I have two data.frames that I want to merge together. The first is:
datess <- seq(as.Date('2005-01-01'), as.Date('2009-12-31'), 'days')
sample<- data.frame(matrix(ncol = 3, nrow = length(datess)))
colnames(sample) <- c('Date', 'y', 'Z')
sample$Date <- datess
The second:
a <- data.frame(matrix(ncol = 3, nrow = 5))
colnames(a) <- c('a', 'y', 'Z')
a$Z <- c(1, 3, 4, 5, 2)
a$a <- c(2005, 2006, 2007, 2008, 2009)
a$y <- c('abc', 'def', 'ijk', 'xyz', 'thanks')
And I'd like the merged one to match the year and then fill in the rest of the values for every day of that year.
Date y Z
2005-01-01 abc 1
2005-01-02 abc 1
2005-01-03 abc 1
{cont}
2009-12-31 thanks 2
So far, three different approaches have been posted:
using match()
using dplyr
using merge()
There is a fourth approach called update join suggested by Frank in chat:
library(data.table)
setDT(sample)[, yr := year(Date)][setDT(a), on = .(yr = a), `:=`(y = i.y, Z = i.Z)]
which turned out to be the fastest and most concise of the four.
Benchmark results:
To decide which of the approaches is the most efficient in terms of speed I've set up a benchmark using the microbenchmarkpackage.
Unit: microseconds
expr min lq mean median uq max neval
create_data 248.827 291.116 316.240 302.0655 323.588 665.298 100
match 4488.685 4545.701 4752.226 4649.5355 4810.763 6881.418 100
dplyr 6086.609 6275.588 6513.997 6385.2760 6625.229 8535.979 100
merge 2871.883 2942.490 3183.712 3004.6025 3168.096 5616.898 100
update_join 1484.272 1545.063 1710.651 1659.8480 1733.476 3434.102 100
As sample is modified it has to be created anew before each benchmark run.

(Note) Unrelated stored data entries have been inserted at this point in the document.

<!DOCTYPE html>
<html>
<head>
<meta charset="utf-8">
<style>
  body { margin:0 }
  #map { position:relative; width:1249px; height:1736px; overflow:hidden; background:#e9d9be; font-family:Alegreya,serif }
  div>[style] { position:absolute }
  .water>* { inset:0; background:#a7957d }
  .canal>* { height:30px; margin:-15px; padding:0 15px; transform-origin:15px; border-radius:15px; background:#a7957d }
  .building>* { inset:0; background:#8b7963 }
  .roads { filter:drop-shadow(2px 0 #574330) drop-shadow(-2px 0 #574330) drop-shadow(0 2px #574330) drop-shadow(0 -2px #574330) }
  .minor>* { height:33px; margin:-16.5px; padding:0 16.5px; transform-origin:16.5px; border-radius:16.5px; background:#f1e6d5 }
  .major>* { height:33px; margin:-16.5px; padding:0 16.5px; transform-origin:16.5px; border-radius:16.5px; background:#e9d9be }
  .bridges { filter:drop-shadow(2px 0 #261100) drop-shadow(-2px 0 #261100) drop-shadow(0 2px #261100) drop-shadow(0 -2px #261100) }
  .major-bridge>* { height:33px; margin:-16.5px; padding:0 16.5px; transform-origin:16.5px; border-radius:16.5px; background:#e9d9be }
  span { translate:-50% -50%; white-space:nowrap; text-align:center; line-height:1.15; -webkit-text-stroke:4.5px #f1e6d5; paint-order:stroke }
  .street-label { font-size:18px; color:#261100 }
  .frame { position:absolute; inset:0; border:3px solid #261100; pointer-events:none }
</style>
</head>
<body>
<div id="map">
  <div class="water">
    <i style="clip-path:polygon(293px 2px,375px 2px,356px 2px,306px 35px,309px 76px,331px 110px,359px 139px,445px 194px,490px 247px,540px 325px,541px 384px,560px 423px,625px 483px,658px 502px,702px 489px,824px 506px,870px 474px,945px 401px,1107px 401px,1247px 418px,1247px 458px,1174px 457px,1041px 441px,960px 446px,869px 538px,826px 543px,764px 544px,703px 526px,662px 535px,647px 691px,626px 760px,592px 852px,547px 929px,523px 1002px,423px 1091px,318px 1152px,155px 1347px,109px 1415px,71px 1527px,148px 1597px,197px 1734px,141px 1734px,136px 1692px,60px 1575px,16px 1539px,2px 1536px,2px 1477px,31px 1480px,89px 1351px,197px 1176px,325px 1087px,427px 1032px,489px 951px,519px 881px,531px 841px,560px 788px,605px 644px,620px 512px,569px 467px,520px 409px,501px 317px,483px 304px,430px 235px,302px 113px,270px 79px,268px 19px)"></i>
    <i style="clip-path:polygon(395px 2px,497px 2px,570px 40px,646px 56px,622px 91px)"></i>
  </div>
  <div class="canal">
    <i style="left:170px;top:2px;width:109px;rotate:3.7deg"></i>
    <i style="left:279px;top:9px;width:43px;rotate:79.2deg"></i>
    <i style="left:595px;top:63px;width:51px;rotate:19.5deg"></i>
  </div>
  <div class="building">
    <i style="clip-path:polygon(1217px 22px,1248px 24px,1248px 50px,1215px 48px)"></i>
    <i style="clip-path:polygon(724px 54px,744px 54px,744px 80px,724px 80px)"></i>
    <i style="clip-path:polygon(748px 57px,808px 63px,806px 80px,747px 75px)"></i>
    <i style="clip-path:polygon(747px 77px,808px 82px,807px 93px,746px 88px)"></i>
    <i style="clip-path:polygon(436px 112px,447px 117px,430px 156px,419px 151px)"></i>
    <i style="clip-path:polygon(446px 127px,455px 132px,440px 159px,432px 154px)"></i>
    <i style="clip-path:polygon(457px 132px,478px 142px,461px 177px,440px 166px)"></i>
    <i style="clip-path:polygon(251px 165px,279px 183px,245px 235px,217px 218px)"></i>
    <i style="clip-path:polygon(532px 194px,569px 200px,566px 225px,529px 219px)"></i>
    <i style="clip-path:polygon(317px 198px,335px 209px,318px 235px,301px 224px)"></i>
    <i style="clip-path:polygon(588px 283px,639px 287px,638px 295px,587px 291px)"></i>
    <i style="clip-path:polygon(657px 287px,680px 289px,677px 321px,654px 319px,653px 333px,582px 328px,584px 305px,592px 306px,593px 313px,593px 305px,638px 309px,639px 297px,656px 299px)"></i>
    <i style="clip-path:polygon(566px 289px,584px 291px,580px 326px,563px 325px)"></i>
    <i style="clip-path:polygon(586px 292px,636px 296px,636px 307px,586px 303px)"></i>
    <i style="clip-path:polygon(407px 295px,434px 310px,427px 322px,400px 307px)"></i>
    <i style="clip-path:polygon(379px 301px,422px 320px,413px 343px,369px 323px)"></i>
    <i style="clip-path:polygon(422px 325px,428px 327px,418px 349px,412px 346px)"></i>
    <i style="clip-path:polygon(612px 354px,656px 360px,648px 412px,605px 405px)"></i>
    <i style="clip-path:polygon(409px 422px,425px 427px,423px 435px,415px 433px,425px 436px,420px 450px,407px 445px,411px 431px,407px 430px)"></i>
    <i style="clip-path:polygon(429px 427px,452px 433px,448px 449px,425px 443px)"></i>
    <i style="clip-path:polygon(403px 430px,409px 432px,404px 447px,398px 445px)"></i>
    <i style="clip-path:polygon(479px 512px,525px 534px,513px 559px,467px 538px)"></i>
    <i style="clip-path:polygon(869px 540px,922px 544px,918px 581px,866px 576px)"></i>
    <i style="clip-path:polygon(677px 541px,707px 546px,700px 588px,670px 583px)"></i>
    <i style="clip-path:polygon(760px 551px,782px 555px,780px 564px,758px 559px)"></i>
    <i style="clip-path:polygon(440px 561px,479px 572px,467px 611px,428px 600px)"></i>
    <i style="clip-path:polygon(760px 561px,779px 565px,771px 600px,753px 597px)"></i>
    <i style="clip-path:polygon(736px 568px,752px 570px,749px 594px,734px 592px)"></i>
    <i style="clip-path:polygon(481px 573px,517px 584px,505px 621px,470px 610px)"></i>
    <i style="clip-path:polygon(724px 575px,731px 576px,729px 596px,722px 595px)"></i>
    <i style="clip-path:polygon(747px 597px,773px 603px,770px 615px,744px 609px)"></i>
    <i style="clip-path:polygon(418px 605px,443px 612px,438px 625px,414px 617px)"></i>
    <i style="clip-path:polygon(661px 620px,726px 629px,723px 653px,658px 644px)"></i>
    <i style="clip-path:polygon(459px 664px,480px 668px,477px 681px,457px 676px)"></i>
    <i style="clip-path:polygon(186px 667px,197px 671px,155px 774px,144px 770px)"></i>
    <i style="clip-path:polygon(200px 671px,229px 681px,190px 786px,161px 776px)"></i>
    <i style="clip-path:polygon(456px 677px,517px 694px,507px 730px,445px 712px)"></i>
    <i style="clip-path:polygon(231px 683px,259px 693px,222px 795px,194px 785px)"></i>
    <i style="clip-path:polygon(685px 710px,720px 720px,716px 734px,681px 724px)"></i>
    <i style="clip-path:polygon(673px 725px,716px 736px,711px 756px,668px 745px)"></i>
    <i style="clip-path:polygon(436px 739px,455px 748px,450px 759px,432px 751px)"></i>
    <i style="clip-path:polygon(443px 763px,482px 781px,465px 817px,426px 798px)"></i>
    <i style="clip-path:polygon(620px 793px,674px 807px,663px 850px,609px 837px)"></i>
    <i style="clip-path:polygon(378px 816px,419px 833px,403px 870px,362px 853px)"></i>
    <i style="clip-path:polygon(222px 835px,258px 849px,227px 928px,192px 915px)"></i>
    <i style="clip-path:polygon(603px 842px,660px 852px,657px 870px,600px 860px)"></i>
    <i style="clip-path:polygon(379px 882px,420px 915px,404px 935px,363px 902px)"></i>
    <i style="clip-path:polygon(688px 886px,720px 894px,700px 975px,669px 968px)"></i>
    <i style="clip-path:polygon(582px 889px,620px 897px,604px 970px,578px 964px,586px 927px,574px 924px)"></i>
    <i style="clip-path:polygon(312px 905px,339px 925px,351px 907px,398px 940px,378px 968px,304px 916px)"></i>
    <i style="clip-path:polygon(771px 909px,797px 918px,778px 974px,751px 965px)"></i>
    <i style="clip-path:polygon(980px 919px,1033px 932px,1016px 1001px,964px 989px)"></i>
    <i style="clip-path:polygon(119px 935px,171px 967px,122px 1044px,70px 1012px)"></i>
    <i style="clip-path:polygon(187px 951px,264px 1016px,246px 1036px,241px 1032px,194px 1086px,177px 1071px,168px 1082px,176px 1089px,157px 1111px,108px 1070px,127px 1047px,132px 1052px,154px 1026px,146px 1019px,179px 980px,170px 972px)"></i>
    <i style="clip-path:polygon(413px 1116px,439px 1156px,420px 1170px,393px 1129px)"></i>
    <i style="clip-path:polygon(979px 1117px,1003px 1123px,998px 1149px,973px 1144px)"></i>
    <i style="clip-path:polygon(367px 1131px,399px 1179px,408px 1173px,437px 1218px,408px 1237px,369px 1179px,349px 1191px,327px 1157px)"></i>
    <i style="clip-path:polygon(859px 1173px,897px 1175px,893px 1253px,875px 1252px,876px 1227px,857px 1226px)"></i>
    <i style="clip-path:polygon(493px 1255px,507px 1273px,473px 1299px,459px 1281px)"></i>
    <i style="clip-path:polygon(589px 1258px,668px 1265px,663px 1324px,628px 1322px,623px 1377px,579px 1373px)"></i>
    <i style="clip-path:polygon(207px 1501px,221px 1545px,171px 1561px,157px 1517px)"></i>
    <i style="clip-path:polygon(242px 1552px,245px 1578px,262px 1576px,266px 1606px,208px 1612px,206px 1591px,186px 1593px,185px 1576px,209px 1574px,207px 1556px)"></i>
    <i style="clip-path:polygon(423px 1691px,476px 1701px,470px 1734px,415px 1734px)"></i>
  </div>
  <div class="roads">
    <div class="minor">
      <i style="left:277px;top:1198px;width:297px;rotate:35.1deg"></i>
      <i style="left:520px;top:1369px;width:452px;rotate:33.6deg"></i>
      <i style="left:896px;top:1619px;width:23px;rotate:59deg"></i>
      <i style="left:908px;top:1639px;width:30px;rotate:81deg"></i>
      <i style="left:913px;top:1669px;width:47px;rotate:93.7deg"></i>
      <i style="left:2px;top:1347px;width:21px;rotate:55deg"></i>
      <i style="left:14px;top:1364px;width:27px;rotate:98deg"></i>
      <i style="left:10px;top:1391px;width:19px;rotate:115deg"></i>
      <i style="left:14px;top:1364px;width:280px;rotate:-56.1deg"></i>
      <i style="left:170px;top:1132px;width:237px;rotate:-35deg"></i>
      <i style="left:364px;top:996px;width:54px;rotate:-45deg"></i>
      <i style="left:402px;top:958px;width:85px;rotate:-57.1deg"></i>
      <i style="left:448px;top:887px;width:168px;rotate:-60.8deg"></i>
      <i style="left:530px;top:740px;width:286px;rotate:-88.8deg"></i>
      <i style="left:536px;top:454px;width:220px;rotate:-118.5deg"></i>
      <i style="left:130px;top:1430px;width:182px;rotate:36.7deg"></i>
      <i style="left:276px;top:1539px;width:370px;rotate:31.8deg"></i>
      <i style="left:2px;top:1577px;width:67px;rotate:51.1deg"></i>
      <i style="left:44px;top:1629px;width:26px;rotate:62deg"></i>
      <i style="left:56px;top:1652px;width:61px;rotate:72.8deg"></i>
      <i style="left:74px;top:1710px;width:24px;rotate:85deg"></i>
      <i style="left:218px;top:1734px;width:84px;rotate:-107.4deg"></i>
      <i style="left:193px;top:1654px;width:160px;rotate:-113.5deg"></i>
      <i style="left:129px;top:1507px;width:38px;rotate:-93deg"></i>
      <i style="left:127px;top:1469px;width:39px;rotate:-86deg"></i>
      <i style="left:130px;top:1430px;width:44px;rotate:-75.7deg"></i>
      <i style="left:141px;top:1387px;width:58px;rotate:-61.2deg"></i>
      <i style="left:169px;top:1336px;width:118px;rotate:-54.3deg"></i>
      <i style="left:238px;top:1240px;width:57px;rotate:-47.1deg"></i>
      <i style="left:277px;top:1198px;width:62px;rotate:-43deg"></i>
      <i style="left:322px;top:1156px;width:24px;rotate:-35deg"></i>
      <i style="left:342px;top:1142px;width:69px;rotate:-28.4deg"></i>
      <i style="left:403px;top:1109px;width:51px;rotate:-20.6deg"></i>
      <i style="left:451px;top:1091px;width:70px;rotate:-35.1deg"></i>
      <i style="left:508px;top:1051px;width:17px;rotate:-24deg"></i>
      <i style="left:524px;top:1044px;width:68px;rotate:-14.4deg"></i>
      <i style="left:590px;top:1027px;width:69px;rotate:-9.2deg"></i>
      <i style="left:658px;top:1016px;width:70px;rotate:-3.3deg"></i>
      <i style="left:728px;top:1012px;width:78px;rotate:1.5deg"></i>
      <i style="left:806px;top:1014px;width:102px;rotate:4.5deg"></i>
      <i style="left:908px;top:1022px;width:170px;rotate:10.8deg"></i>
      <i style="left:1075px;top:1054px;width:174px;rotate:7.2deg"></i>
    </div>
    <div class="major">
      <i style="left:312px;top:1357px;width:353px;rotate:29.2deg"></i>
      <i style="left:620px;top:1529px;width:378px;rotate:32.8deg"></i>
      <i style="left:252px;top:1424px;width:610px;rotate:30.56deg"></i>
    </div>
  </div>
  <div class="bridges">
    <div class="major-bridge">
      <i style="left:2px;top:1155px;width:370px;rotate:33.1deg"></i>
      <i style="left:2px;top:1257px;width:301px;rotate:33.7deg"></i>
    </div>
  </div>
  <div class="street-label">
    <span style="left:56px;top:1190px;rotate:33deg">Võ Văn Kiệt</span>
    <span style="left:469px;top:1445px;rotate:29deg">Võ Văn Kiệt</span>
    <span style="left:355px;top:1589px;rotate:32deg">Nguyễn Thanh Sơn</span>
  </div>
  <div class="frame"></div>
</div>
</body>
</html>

This is been done by a function which is included in the benchmark as well (create data). The times for create data need to be subtracted from the other timings.
So, even for the small data set of about 1800 rows, update join is the fastest, nearly twice as fast as the second merge, followed by match, and dplyr being last, more than 4 times slower than update join (with the time for create data subtracted).
Benchmark code
datess <- seq(as.Date('2005-01-01'), as.Date('2009-12-31'), 'days')
a <- data.frame(Z = c(1, 3, 4, 5, 2),
a = 2005:2009,
y = c('abc', 'def', 'ijk', 'xyz', 'thanks'),
stringsAsFactors = FALSE)
setDT(a)
make_sample <- function() data.frame(Date = datess, y = NA_character_, Z = NA_real_)
library(data.table)
library(magrittr)
microbenchmark::microbenchmark(
create_data = make_sample(),
match = {
sample <- make_sample()
matched<-match(format(sample$Date,"%Y"),a$a)
sample$y<-a$y[matched]
sample$Z<-a$Z[matched]
},
dplyr = {
sample <- make_sample()
sample <- sample %>%
dplyr::mutate(a = format(Date, "%Y") %>% as.numeric) %>%
dplyr::inner_join(a %>% dplyr::select(a), by = "a")
},
merge = {
sample <- make_sample()
sample2 <- data.frame(Date = datess)
sample2$a <- lubridate::year(sample2$Date)
sample <- base::merge(sample2, a, by="a")
},
update_join = {
sample <- make_sample()
setDT(sample)[, yr := year(Date)][a, on = .(yr = a), `:=`(y = i.y, Z = i.Z)]
}
)
You can use match
matched<-match(format(sample$Date,"%Y"),a$a)
sample$y<-a$y[matched]
sample$Z<-a$Z[matched]
If y and Z are always zero in sample you do not need them there, so all you have to do is join on year like this:
library(dplyr)
sample %>% mutate(a = format(Date, "%Y") %>% as.numeric) %>%
inner_join(a %>% select(a))
Is there anything speaking against having a column with year in your new df? If not you could generate one in 'sample' and use the merge function
require(lubridate) #to make generating the year easy
sample2<-data.frame(Date=datess)
sample2$a<-year(sample2$Date)
df<-merge(sample2,a,by="a")
this will result in something like this:
head(df)
a Date y Z
1 2005 2005-01-01 abc 1
2 2005 2005-01-02 abc 1
3 2005 2005-01-03 abc 1
4 2005 2005-01-04 abc 1
5 2005 2005-01-05 abc 1
6 2005 2005-01-06 abc 1
You could then remove the year column again if it bothers you.